When I was nine my family moved from the small town in Montana I had lived in since I was five. Every familiarity was suddenly pulled away from me and I was silently reeling. I missed my friends and the town I had roamed freely, and had no idea what to do in my new home in a childless neighborhood. I still remember the sense of dread I felt as I walked in to my new classroom, full of strange faces painted with judgment I had never felt before… and then there he was.
Michael was a troublemaker. The class clown, constantly seeking validation and attention. I was cognisant of his overpowering need to be the centre of attention at all times, and I hated it. He was loud and obnoxious and had a funny lisp that made him sound much younger than his seven years. He had just moved to Montana from some place I can no longer recall, and right away he got on every one’s nerves. His status as the outcast only fuelled his need to disrupt and he was placed in a desk at the back of the room facing a wall to keep the class’s attention on the teacher and not his antics. No one missed him when he suddenly moved in the middle of the school year.

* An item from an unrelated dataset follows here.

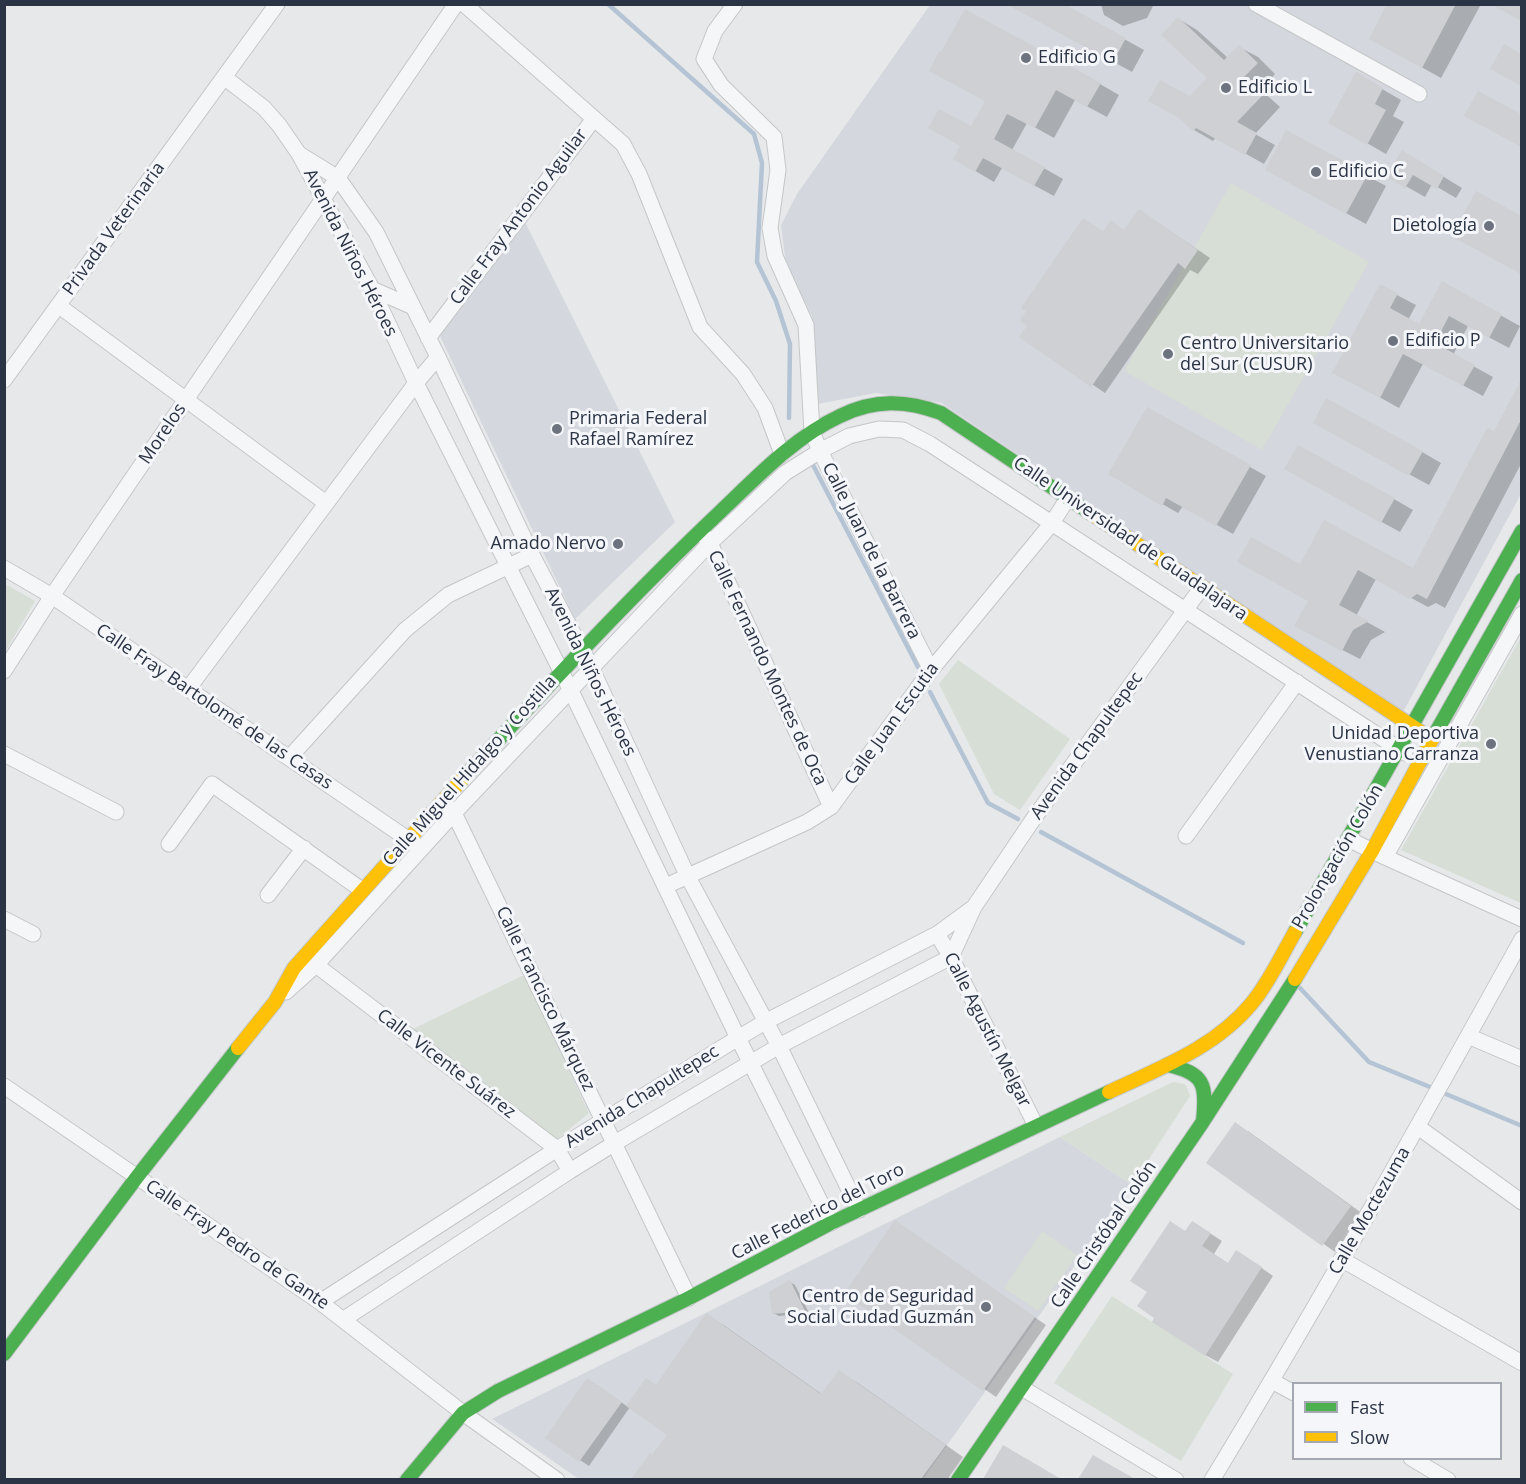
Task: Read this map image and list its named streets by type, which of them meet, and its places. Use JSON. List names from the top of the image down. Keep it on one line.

But there he was. In my new town, in my new class, and he was smiling with a glimmer of recognition. He was still just as disruptive and in my first week he was kicked out of class for stapling his own hand for attention. But now everything was different; I was the new kid and he was an instant friend in an unfamiliar environment, something only someone who has been uprooted as a child could truly understand.
I noticed that in addition to his behavioural issues, another thing he had not rid himself of was the dark red rash on his upper lip, owed to a nervous habit of sucking on his upper lip whenever he felt uncomfortable. As the months dragged on it would disappear and reappear. It wasn’t until many years later I would realise how strange it was that my parents would sometimes invite him to stay over for a week at a time or have him stay for dinner night after night. Youthful naivety.
As the summer came and went there were multiple instances of Michael acting out in various ways. Our house at the time was a big log house with a balcony to the third floor overlooking the “great room”. Once Michael climbed over the railing and then jumped down, attempting to land on the couch below. He would’ve smacked straight into the floor if my father hadn’t been walking through the entrance and ran to catch him. Even though he got in trouble, he never stopped laughing about how cool it would have been.
Another time he brought a stack of porno magazines over. He said he stole them from his mom’s closet and that there were so many she’d never notice. I had never seen anything like that before and freaked out. “Get rid of those! If my parents see they’ll kill me!” I said. Michael’s smile faded like I had just rejected him. A couple weeks later my mom was riding her horse past a bunch of bushes and spotted the discarded magazines; a neighborhood meeting was called and the parents in the area were hyper vigilant for a spell, thinking some leering sicko was leaving smut around for the kids to find.
Fifth grade started too soon. Over the summer I had still not made any new friends and felt just as lost as before. Michael would call me on the phone after school and we’d talk about music and girls and motorbikes. One day he called me and I could hear moaning in the background. When I asked what it was he replied that he had gotten in to his mom’s closet again and found a homemade video tape of his mom and stepdad having sex. I was mortified. I didn’t even know parents did stuff like that, not to mention how sick it is to watch your parents fuck.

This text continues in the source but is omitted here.